Similarly, substantial evidence supports the Board's finding that the Company failed in its attempt to show that it would have made the same decisions in the absence of the employees' union activities. See id. The Company claims that the discharges occurred pursuant to its disciplinary procedures and were based on employee misconduct. The Company asserts that Denham had committed numerous log violations and, in particular, failed to report his whereabouts for over nineteen hours after making an eight-hour trip from Milwaukee. The ALJ, however, credited the testimony of numerous witnesses that the log violations were condoned by the Company and Denham's testimony that he had called the dispatcher at repeated intervals throughout his supposed nineteen-hour absence.
Stevens allegedly was discharged for not being available when he was supposed to be, after receiving prior discipline for damaging Q-1 equipment and falsifying a worker's compensation claim report. Stevens, like Denham, never received the alleged prior reprimands until the 10(j) hearing in October of 1991, and the record supports the ALJ's determination that the complaints were stale and "coupled with a fanciful version of events."
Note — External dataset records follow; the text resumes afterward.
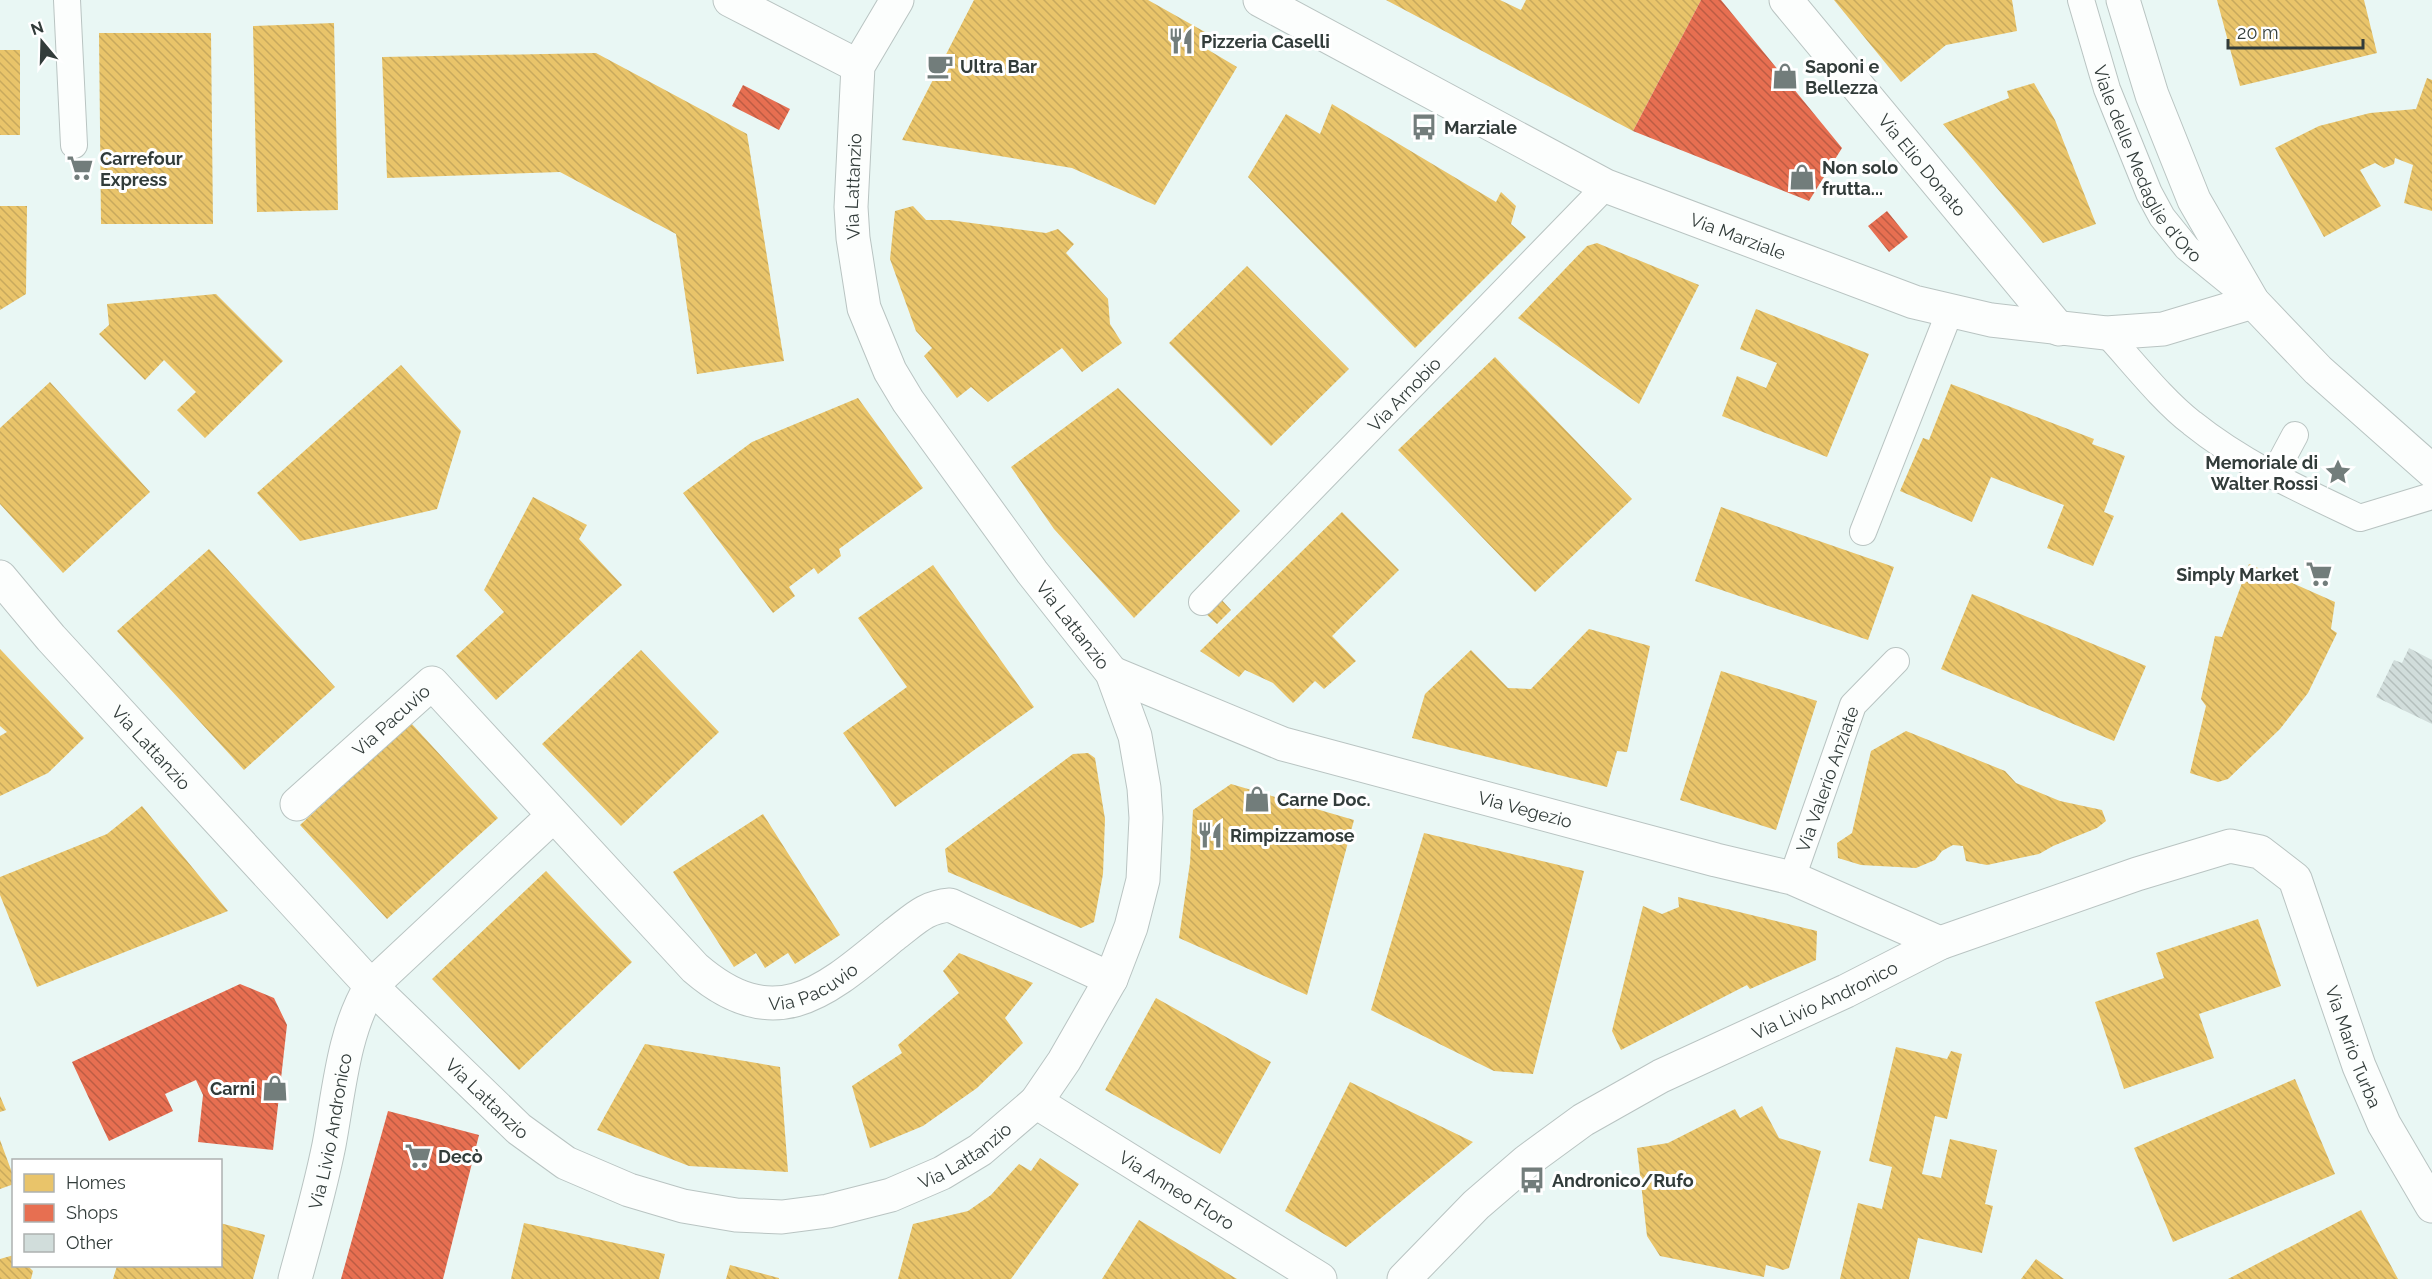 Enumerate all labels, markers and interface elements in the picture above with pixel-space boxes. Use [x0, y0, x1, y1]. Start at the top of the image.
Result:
north arrow [12, 12, 72, 72]
scale bar [2228, 12, 2363, 50]
text: N [28, 17, 46, 39]
text: 20 m [2237, 22, 2279, 43]
restaurant icon: Pizzeria Caselli [1166, 26, 1196, 56]
place label: Pizzeria Caselli [1201, 31, 1330, 52]
cafe icon: Ultra Bar [925, 51, 955, 81]
place label: Ultra Bar [960, 56, 1037, 77]
place label: Saponi e Bellezza [1805, 56, 1879, 98]
shop icon: Saponi e Bellezza [1770, 61, 1800, 91]
street label: Viale delle Medaglie d'Oro [2090, 62, 2206, 266]
street label: Via Elio Donato [1874, 109, 1971, 220]
bus stop icon: Marziale [1409, 112, 1439, 142]
place label: Marziale [1444, 117, 1517, 138]
street label: Via Lattanzio [840, 132, 865, 240]
place label: Carrefour Express [100, 148, 183, 190]
supermarket icon: Carrefour Express [65, 153, 95, 183]
place label: Non solo frutta... [1822, 157, 1898, 199]
shop icon: Non solo frutta... [1787, 162, 1817, 192]
street label: Via Marziale [1687, 208, 1789, 263]
street label: Via Arnobio [1363, 352, 1445, 436]
place label: Memoriale di Walter Rossi [2205, 452, 2318, 494]
place icon: Memoriale di Walter Rossi [2323, 457, 2353, 487]
supermarket icon: Simply Market [2304, 559, 2334, 589]
place label: Simply Market [2176, 564, 2299, 585]
street label: Via Lattanzio [1032, 577, 1114, 674]
street label: Via Pacuvio [348, 680, 434, 760]
street label: Via Lattanzio [108, 701, 196, 794]
street label: Via Valerio Anziate [1792, 703, 1862, 855]
shop icon: Carne Doc. [1242, 784, 1272, 814]
street label: Via Vegezio [1476, 786, 1575, 832]
place label: Carne Doc. [1277, 789, 1371, 810]
restaurant icon: Rimpizzamose [1195, 820, 1225, 850]
place label: Rimpizzamose [1230, 825, 1355, 846]
street label: Via Livio Andronico [1748, 956, 1901, 1043]
street label: Via Pacuvio [768, 958, 862, 1014]
street label: Via Mario Turba [2322, 983, 2386, 1111]
street label: Via Livio Andronico [304, 1051, 356, 1212]
street label: Via Lattanzio [442, 1054, 533, 1143]
shop icon: Carni [260, 1073, 290, 1103]
place label: Carni [210, 1078, 255, 1099]
street label: Via Lattanzio [915, 1118, 1015, 1193]
supermarket icon: Decò [403, 1141, 433, 1171]
place label: Decò [438, 1146, 483, 1167]
street label: Via Anneo Floro [1115, 1146, 1239, 1234]
legend [12, 1159, 222, 1267]
bus stop icon: Andronico/Rufo [1517, 1165, 1547, 1195]
place label: Andronico/Rufo [1552, 1170, 1694, 1191]
text: Homes [66, 1172, 126, 1193]
text: Shops [66, 1202, 118, 1223]
text: Other [66, 1232, 114, 1253] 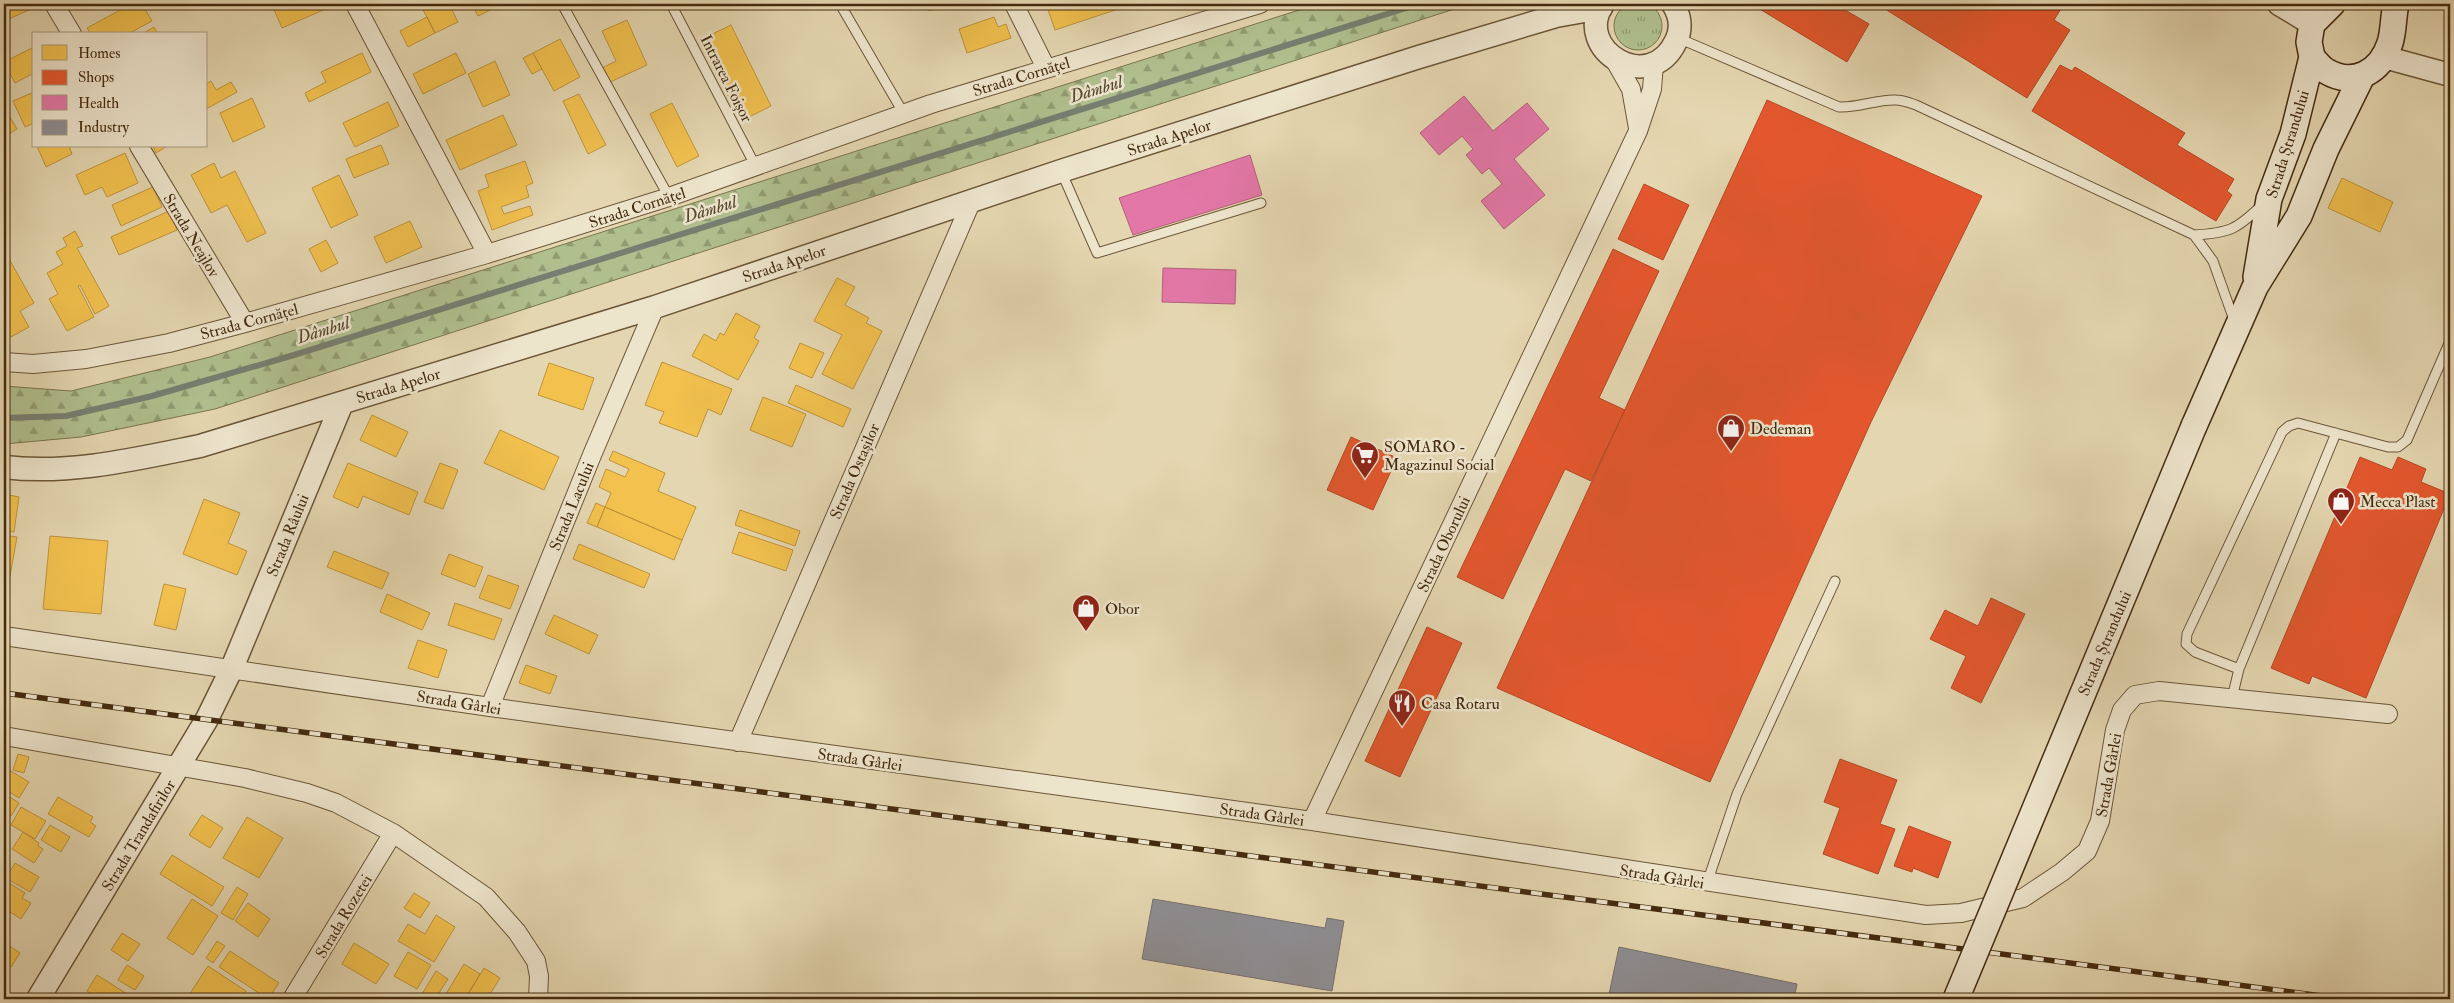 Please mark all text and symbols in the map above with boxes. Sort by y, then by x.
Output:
street label: Intrarea Foișor [695,31,757,126]
legend [32,32,208,148]
text: Homes [78,44,120,63]
street label: Strada Cornățel [970,53,1072,101]
text: Shops [78,68,114,88]
water label: Dâmbul [1066,70,1127,109]
street label: Strada Ștrandului [2262,88,2314,201]
text: Health [78,94,119,113]
street label: Strada Apelor [1125,115,1214,162]
text: Industry [78,118,129,137]
street label: Strada Cornățel [586,183,688,233]
street label: Strada Neajlov [158,190,224,282]
water label: Dâmbul [680,190,741,229]
street label: Strada Apelor [740,240,829,289]
street label: Strada Cornățel [198,299,300,345]
water label: Dâmbul [293,311,354,350]
street label: Strada Apelor [354,364,443,409]
shop icon: Dedeman [1716,413,1746,452]
place label: Dedeman [1750,419,1812,439]
street label: Strada Ostașilor [826,420,884,522]
place label: SOMARO - Magazinul Social [1384,437,1494,475]
supermarket icon: SOMARO - Magazinul Social [1350,440,1380,479]
street label: Strada Lacului [545,459,599,554]
shop icon: Mecca Plast [2326,486,2356,525]
street label: Strada Râului [262,491,314,580]
place label: Mecca Plast [2360,492,2435,512]
street label: Strada Oborului [1413,493,1475,596]
street label: Strada Ștrandului [2074,588,2136,699]
shop icon: Obor [1071,593,1101,632]
place label: Obor [1105,599,1140,619]
street label: Strada Gârlei [415,686,503,720]
restaurant icon: Casa Rotaru [1387,688,1417,727]
place label: Casa Rotaru [1421,694,1500,714]
street label: Strada Gârlei [2092,731,2126,819]
street label: Strada Gârlei [816,744,904,776]
street label: Strada Trandafirilor [98,776,180,895]
street label: Strada Gârlei [1218,799,1306,831]
street label: Strada Gârlei [1618,860,1706,894]
street label: Strada Rozetei [311,871,377,962] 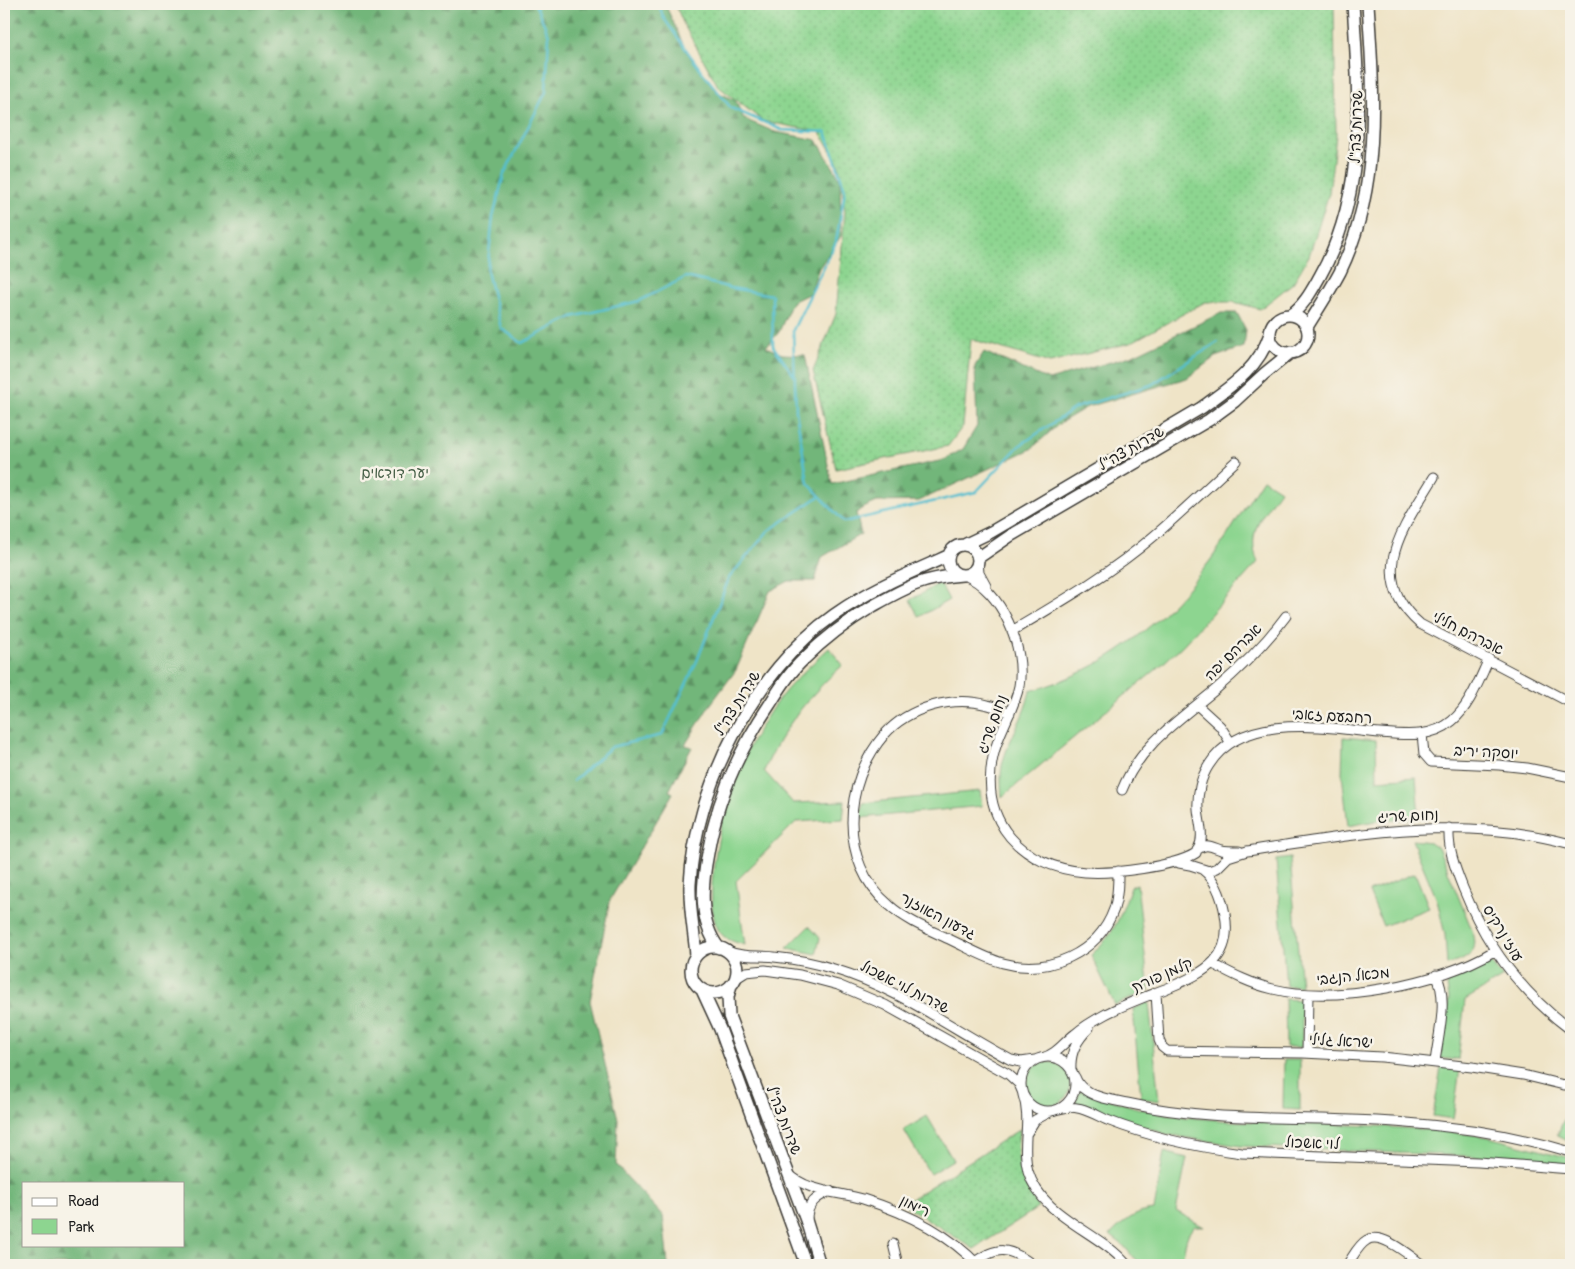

Finally, Q-1 asserts that it discharged Lupo for not being available for dispatch on May 22 because of drinking, and for failing to turn in paperwork from a particular trip to Milwaukee. The record shows, however, that the Company did not have a policy of forced dispatch, that Lupo had not been drinking the night before, and that he supplied the necessary bill of lading when he went in for his last paycheck (having not been dispatched between the time of the trip in question and that point).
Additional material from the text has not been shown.